C’est là qu’on reconnaît la grande utilité d’une paire de bœufs. Ces animaux peuvent être regardés comme les meilleurs amis du défricheur : aussi Jean Rivard disait-il souvent en plaisantant que si jamais il se faisait peindre, il voulait être représenté guidant deux bœufs de sa main gauche et tenant une hache dans sa main droite.

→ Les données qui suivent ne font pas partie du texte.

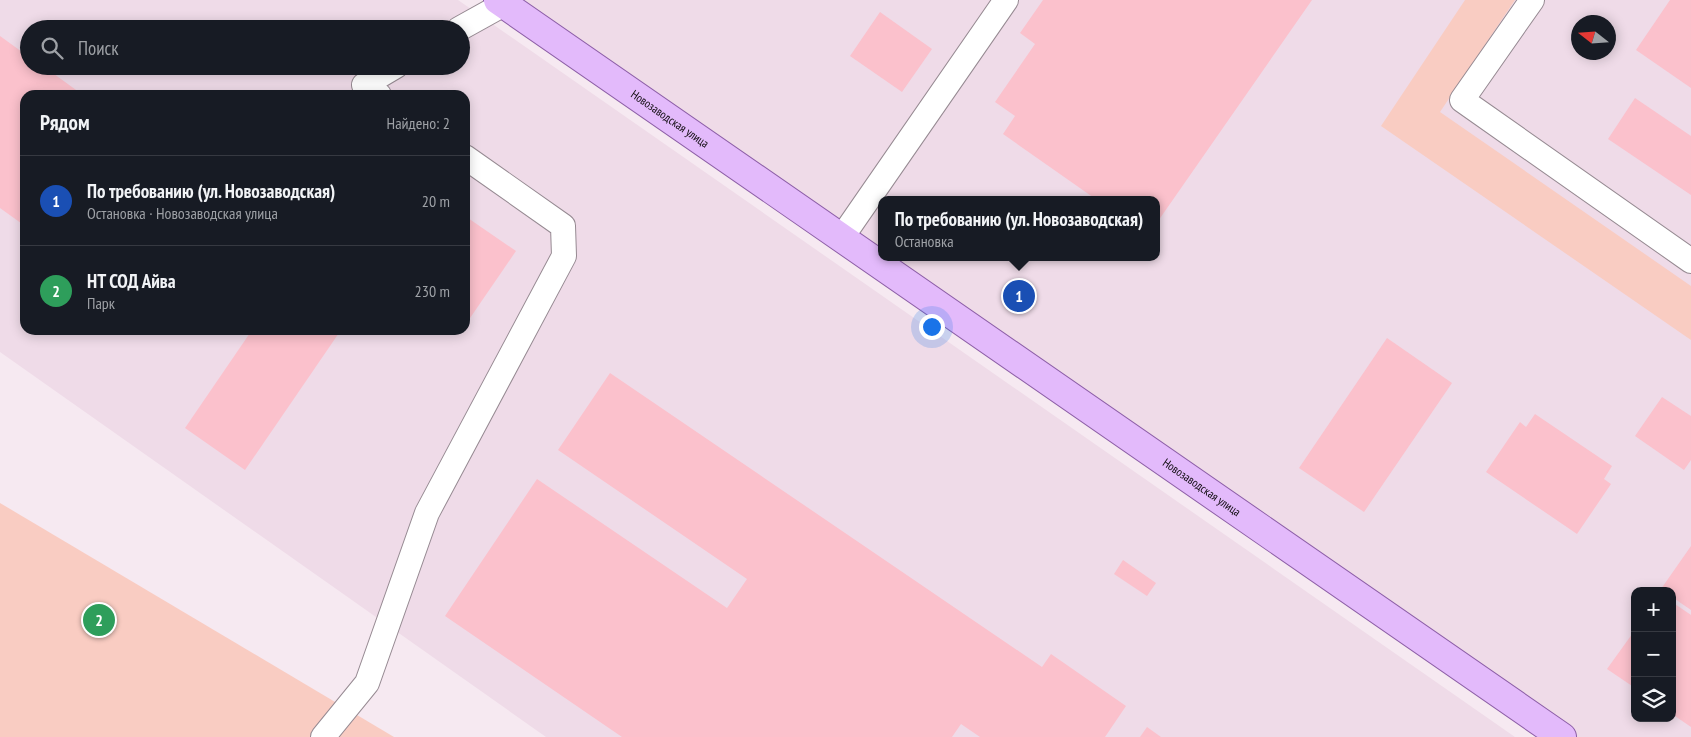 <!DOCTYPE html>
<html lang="ru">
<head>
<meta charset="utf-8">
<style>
	body { margin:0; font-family:"PT Sans Narrow",sans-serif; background:#20242c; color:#f1f3f6 }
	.controls { position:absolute; right:15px; bottom:15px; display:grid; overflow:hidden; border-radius:10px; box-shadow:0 2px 12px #0003 }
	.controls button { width:45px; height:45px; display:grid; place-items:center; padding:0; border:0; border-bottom:1px solid #363941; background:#171b24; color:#f1f3f6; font:25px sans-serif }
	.compass { position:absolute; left:1571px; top:15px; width:45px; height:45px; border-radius:50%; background:#171b24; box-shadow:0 2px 12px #0003; rotate:287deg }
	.you { position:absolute; left:931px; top:326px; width:18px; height:18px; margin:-12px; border:4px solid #fff; border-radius:50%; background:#1a73e8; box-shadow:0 0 0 8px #1a73e833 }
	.badge { display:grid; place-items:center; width:32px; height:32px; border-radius:50%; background:#b45309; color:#fff; font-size:16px; font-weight:700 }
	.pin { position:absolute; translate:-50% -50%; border:2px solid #fff; box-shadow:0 1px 5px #0006 }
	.popup { position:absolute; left:878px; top:196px; width:282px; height:65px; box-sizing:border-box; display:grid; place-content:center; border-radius:10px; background:#171b24; filter:drop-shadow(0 1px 4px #0005); font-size:16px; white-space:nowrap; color:#9ea1a6 }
	.popup b { font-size:19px; color:#f1f3f6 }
	.popup::after { content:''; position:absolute; left:50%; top:100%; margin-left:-10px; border:10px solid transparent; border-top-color:#171b24 }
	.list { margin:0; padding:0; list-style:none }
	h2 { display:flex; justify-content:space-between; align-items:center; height:65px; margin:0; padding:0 20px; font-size:21px }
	h2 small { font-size:16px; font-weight:400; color:#9ea1a6 }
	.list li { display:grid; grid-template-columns:32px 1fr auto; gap:15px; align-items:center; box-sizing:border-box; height:90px; padding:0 20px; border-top:1px solid #363941 }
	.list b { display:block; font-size:19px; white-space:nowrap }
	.list p { margin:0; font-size:16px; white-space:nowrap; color:#9ea1a6 }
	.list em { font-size:16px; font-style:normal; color:#9ea1a6 }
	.icon { flex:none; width:28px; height:28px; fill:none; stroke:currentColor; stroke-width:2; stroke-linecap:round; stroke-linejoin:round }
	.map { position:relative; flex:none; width:1691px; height:737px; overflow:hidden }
	.search { position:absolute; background:#171b24; box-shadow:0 2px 12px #0003; left:20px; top:20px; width:450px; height:55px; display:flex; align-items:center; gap:12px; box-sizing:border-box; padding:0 18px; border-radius:28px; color:#9ea1a6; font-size:19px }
	.panel { position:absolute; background:#171b24; box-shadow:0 2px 12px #0003; left:20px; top:90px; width:450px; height:245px; border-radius:15px }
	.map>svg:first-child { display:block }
	.built { fill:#efdbe8; fill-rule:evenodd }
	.green { fill:#f9ccc2 }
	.building { fill:#fbc1cc }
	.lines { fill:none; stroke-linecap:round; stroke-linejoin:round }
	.minor-casing { stroke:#968a92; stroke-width:26 }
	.major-casing { stroke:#8d5fa7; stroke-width:30 }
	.minor { stroke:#fff; stroke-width:24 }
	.major { stroke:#e3bafb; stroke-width:28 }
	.labels { text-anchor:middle; stroke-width:4.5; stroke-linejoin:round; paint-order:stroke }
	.street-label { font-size:12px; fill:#0f0b0e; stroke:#f6e9f1 }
</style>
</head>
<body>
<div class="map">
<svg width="1691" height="737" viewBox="0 0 1691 737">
	<rect width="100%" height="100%" fill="#f6e9f1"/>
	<!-- built -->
	<g class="built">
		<path d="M0,0h458l1057,737h-969l-546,-385zM29,29h432v37h-432zM25,95h440v235h-440z"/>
		<path d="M498,0h1193v737h-129zM1578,22h30v30h-30zM882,200h274v57h-274zM1635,591h37v127h-37z"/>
	</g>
	<!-- green -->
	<g class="green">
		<polygon points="1465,0 1515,0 1440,112 1691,286 1691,340 1381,126"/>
		<polygon points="0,503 394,737 0,737"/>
	</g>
	<!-- building -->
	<g class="building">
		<polygon points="1043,0 1312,0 1156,224 1156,200 1097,200 1003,134 1015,116 995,102 1035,44 1020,33"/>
		<polygon points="1670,0 1691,0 1691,88 1636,50"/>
		<polygon points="880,12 932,49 902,92 850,56"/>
		<polygon points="0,36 29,57 29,66 43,66 83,95 25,95 25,226 0,208"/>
		<polygon points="1635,98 1691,136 1691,195 1608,139"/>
		<polygon points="465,216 516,251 468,321 465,319"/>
		<polygon points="252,330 341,330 245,470 185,428"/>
		<polygon points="1387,338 1452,383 1364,512 1299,468"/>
		<polygon points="610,373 1042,667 1051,654 1126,706 1105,737 980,737 961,724 952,737 622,737 445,616 537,479 727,608 747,579 558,450"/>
		<polygon points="1662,397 1691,416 1691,460 1684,470 1635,436"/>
		<polygon points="1535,414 1612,466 1604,479 1611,484 1577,534 1486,472 1520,422 1526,427"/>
		<polygon points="1691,546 1691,610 1672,597 1672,591 1663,591 1661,589"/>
		<polygon points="1123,560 1156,583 1147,596 1114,574"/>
		<polygon points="1672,602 1691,615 1691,727 1672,714"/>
		<polygon points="1635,630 1635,688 1607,669"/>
		<polygon points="1147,727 1161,737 1140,737"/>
	</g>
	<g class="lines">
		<defs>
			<g id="minor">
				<polyline points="1532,0 1462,100 1691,261"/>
				<polyline points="459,29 504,4"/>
				<polyline points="379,95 364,85 396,66"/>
				<polyline points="842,237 1006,0"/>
				<polyline points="323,737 367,683 427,513 564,256 563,226 465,157"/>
			</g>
			<g id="major">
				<path id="s1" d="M498,0l1064,737"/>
			</g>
		</defs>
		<!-- minor casing -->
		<use href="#minor" class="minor-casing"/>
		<!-- major casing -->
		<use href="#major" class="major-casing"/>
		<!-- minor -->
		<use href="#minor" class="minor"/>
		<!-- major -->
		<use href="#major" class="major"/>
	</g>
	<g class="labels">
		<!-- street labels -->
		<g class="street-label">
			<text dy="4" stroke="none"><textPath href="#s1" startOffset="209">Новозаводская улица</textPath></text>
			<text dy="4" stroke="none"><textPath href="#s1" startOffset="856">Новозаводская улица</textPath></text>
		</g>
	</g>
</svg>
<div class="controls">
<button>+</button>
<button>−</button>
<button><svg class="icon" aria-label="layers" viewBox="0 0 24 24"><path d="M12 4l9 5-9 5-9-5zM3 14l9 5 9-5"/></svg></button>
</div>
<svg class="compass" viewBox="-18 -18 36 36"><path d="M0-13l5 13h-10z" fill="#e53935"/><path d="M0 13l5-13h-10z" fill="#9ea1a6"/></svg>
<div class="you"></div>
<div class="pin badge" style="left:1019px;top:296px;background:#1a4fb4">1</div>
<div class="popup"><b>По требованию (ул. Новозаводская)</b>Остановка</div>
<div class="pin badge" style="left:99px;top:620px;background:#2e9e5b">2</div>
<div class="search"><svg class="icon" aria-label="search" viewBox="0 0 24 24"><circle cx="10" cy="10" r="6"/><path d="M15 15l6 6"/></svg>Поиск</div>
<section class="panel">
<h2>Рядом<small>Найдено: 2</small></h2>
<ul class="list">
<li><span class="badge" style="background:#1a4fb4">1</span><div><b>По требованию (ул. Новозаводская)</b><p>Остановка · Новозаводская улица</p></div><em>20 m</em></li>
<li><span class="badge" style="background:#2e9e5b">2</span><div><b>НТ СОД Айва</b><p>Парк</p></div><em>230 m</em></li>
</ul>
</section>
</div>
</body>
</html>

Le défricheur qui n’a pas les moyens de se procurer cette aide est bien forcé de s’en passer, mais il est privé d’un immense avantage. Ces animaux sont de beaucoup préférables aux chevaux pour les opérations de défrichement. Le cheval, ce fier animal « qui creuse du pied la terre et s’élance avec orgueil, » ne souffre pas d’obstacle ; il se cabre, se précipite, s’agite, jusqu’à ce qu’il rompe sa chaîne ; le bœuf, toujours patient, avance avec lenteur, recule au besoin, se jette d’un côté ou de l’autre, à la voix de son maître ; qu’il fasse un faux pas, qu’il tombe, qu’il roule au milieu des troncs d’arbres, il se relèvera calme, impassible, comme si rien n’était arrivé, et reprendra l’effort interrompu un instant par sa chûte.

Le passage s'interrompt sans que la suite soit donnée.